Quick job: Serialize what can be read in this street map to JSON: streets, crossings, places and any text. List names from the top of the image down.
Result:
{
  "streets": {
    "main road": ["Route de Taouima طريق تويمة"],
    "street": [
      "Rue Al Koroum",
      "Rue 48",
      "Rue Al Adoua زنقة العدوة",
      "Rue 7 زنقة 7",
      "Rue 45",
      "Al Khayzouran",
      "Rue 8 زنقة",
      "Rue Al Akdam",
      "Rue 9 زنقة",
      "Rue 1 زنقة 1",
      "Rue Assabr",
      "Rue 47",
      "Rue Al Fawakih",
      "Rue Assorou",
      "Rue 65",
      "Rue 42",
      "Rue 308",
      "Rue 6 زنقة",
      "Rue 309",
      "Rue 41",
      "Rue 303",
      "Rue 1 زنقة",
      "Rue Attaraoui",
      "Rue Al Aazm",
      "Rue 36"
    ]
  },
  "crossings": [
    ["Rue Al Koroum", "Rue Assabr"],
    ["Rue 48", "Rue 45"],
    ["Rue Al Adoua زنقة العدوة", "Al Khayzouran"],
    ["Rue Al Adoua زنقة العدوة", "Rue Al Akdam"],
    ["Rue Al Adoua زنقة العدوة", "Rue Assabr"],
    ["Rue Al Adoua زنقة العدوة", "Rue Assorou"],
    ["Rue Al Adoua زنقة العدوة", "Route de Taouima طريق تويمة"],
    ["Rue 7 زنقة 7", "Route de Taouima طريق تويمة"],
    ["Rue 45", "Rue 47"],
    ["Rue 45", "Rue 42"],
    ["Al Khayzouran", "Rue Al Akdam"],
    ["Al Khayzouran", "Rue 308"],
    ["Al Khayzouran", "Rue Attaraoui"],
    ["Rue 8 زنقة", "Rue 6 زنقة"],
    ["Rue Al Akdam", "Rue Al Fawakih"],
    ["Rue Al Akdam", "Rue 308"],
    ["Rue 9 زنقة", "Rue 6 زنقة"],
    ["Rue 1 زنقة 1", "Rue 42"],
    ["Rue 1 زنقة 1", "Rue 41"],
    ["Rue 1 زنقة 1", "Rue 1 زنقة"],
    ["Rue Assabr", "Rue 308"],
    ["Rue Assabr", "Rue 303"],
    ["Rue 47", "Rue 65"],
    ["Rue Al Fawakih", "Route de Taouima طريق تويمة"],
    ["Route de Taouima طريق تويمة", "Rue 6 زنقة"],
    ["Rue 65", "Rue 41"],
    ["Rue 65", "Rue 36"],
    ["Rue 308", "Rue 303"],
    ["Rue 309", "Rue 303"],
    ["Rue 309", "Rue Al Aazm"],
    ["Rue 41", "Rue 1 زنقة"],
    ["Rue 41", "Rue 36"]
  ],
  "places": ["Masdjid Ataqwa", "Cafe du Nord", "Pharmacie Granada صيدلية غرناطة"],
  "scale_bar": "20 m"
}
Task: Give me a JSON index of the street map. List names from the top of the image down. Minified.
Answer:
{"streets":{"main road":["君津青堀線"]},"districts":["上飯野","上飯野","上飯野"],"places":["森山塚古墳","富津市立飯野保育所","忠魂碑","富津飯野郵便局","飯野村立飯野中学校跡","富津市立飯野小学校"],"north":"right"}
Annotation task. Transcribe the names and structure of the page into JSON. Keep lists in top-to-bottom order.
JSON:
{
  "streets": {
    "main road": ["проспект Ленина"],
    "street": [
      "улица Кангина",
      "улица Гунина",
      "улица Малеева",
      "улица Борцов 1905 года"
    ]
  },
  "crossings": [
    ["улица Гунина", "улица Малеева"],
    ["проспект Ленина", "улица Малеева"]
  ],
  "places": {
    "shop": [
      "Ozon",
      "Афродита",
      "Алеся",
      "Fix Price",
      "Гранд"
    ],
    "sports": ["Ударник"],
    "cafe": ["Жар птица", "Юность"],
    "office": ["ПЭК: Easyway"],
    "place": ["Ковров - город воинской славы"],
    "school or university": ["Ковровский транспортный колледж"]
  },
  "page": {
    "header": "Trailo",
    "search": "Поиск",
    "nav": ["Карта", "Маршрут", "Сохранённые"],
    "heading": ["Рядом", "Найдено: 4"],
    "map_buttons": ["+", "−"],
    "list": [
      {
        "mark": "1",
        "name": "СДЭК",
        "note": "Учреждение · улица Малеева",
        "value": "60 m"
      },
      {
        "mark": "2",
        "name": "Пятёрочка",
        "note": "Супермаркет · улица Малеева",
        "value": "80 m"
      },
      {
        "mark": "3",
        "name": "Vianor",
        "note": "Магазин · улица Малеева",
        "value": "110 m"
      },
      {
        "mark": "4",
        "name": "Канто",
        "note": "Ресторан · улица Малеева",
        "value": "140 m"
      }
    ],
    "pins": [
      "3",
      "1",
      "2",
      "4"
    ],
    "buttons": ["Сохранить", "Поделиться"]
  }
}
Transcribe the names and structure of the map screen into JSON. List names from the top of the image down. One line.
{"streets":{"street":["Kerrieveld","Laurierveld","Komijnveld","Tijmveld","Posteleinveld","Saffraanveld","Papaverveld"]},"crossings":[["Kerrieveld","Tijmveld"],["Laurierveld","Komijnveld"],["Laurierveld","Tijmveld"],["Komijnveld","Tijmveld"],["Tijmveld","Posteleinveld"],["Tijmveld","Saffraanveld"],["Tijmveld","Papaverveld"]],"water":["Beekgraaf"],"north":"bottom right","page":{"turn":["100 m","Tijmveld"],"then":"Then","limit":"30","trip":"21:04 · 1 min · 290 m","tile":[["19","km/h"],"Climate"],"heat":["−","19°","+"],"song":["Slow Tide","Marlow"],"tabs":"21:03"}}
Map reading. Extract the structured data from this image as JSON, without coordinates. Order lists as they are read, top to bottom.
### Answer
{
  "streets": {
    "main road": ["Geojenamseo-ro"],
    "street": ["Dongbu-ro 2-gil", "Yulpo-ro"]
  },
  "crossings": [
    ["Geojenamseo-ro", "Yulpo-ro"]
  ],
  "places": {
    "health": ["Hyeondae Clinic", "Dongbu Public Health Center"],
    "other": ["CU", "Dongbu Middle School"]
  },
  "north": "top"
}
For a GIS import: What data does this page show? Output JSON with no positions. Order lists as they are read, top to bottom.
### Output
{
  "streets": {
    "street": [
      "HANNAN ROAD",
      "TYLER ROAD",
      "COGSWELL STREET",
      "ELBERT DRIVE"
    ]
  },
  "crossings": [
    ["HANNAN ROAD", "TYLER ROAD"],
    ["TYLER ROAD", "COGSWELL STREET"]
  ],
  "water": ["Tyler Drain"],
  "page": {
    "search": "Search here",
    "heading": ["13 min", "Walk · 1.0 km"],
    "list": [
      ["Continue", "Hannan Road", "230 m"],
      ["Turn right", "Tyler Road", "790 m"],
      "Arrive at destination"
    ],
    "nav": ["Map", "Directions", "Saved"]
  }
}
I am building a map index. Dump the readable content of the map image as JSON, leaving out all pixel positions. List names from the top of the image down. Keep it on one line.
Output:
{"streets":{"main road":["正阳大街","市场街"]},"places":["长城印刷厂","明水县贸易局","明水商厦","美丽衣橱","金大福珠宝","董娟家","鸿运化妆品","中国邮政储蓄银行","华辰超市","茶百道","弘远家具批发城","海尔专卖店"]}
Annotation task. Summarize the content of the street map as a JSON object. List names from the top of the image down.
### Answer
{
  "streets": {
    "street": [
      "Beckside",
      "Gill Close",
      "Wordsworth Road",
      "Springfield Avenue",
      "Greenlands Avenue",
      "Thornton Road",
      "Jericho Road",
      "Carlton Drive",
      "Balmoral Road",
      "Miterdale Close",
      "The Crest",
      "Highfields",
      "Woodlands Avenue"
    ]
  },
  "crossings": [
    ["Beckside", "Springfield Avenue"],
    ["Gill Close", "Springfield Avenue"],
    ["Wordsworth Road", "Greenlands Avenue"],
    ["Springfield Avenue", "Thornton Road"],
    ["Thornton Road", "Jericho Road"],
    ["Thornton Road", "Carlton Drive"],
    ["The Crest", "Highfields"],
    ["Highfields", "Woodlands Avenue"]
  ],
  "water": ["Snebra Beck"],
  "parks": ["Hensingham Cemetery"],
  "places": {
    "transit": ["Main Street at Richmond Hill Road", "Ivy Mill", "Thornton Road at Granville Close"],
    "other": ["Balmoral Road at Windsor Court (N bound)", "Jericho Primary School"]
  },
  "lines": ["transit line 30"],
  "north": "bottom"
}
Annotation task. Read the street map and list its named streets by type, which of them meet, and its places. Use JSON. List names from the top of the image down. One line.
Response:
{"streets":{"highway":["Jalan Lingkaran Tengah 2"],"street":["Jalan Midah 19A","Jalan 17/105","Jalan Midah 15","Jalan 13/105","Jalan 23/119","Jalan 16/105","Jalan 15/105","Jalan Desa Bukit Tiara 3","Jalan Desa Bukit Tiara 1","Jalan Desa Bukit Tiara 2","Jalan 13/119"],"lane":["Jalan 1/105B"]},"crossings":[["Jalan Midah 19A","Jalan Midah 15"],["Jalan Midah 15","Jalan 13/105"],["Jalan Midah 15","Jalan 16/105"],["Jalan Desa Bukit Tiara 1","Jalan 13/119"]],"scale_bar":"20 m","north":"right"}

WHAT THIS TASK INVOLVES :: Looking at the material above, count the lines containing the string "north" and reply with the count alone.

WRITTEN RESPONSE :: 5